"Creamy homestyle macaroni and cheese with ingredients for the discriminating palate. This is a casserole dish, best for the nights that the kids are out and you want to surprise someone with a special occasion comfort food."
Place porcini mushrooms in a small bowl. Cover with warm water. Let soak until rehydrated, 20 to 30 minutes. Drain and chop coarsely.
Preheat oven to 425 degrees F (220 degrees C).
Bring a large pot of lightly salted water to a boil.

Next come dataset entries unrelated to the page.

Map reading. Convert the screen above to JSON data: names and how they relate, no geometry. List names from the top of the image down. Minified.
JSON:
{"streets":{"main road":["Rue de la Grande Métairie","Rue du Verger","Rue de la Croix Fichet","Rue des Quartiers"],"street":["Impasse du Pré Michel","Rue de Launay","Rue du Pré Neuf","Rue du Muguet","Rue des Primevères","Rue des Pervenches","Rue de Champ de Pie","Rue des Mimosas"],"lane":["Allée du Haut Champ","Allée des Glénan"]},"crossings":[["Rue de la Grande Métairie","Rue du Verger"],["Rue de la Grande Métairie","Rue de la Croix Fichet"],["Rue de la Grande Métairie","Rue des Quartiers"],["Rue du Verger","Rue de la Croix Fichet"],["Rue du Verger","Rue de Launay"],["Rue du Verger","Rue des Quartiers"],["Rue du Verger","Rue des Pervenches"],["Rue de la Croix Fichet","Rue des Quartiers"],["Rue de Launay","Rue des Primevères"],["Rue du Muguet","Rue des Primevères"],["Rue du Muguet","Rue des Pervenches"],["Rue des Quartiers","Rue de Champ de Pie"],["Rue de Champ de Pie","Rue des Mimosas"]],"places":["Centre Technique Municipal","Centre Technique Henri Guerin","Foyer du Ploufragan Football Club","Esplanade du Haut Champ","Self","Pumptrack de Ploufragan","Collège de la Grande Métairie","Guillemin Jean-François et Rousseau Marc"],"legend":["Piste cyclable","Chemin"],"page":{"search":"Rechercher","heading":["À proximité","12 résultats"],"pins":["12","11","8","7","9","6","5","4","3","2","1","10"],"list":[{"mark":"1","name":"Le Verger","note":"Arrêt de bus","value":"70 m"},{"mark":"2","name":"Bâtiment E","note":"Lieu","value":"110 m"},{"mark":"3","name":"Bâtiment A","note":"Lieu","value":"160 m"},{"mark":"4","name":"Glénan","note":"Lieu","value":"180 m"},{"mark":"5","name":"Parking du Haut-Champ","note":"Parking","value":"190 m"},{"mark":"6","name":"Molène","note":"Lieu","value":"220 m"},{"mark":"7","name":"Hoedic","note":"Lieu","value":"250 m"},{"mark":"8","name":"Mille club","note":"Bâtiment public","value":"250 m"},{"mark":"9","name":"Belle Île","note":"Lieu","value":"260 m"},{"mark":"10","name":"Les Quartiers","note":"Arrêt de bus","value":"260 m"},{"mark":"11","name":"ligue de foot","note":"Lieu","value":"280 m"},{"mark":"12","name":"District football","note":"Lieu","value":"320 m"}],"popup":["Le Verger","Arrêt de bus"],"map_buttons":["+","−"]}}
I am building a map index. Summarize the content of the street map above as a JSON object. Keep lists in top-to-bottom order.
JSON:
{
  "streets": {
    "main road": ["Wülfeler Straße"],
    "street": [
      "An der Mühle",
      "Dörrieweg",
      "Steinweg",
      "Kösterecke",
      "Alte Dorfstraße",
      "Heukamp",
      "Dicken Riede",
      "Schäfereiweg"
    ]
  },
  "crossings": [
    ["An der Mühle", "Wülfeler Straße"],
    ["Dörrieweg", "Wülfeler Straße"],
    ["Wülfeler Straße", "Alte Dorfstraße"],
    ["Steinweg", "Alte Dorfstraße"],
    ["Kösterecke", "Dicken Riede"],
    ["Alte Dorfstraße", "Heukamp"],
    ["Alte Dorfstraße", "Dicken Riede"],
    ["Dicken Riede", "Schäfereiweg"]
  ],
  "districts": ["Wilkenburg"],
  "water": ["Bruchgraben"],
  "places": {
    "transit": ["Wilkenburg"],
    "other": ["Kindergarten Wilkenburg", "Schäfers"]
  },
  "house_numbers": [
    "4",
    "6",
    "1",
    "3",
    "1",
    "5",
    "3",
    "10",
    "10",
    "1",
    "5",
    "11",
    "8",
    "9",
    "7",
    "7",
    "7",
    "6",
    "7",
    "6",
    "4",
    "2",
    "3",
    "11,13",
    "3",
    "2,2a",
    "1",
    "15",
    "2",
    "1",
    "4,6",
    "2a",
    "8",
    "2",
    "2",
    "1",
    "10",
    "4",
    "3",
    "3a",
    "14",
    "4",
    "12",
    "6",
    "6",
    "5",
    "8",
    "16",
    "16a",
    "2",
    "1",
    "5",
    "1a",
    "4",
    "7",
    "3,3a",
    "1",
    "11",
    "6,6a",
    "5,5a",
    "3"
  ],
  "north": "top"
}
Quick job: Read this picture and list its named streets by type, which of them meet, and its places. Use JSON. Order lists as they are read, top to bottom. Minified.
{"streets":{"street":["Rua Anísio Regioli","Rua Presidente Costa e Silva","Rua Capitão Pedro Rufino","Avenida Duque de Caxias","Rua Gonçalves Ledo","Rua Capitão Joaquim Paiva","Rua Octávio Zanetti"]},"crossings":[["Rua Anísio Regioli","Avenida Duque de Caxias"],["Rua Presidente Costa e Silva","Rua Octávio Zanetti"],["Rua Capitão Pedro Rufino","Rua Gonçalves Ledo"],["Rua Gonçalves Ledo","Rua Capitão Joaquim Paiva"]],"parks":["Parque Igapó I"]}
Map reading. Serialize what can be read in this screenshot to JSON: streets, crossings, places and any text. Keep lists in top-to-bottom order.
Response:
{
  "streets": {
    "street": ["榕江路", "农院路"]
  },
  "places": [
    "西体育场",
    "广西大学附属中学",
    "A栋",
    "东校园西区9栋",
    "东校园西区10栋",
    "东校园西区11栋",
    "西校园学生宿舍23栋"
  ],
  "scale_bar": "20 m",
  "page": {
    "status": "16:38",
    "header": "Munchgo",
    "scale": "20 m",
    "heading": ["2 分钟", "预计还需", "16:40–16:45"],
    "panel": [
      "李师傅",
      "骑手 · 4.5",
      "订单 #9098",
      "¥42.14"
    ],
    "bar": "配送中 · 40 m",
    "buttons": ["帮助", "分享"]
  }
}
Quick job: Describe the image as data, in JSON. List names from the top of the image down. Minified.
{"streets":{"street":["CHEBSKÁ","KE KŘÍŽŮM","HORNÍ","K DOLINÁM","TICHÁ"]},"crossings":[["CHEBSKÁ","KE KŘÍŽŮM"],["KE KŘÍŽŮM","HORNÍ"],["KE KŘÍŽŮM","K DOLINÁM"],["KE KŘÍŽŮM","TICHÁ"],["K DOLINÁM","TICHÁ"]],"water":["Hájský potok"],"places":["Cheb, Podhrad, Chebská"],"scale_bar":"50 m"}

Cook shell pasta in the boiling water, stirring occasionally until tender yet firm to the bite, 8 minutes. Drain.
Melt butter in a large pot over medium heat. Add leek and shallot; cook and stir until softened, about 2 minutes. Reduce heat to low; whisk in flour, Worcestershire sauce, and pepper. Pour in 1 cup warmed milk slowly, stirring constantly, until incorporated. Simmer sauce until thickened, about 5 minutes.
Stir chopped mushrooms, tomato, and tofu hot dogs into the sauce; fold in pasta. Stir in Cheddar cheese, Brie cheese, and Asiago cheese until melted.
Pour pasta and cheese mixture into a 9-inch square casserole dish. Drizzle 1/4 cup milk on top if mixture seems too thick. Top with bread crumbs and paprika. Cover dish with aluminum foil.
Bake in the preheated oven until bubbling in the center, about 20 minutes.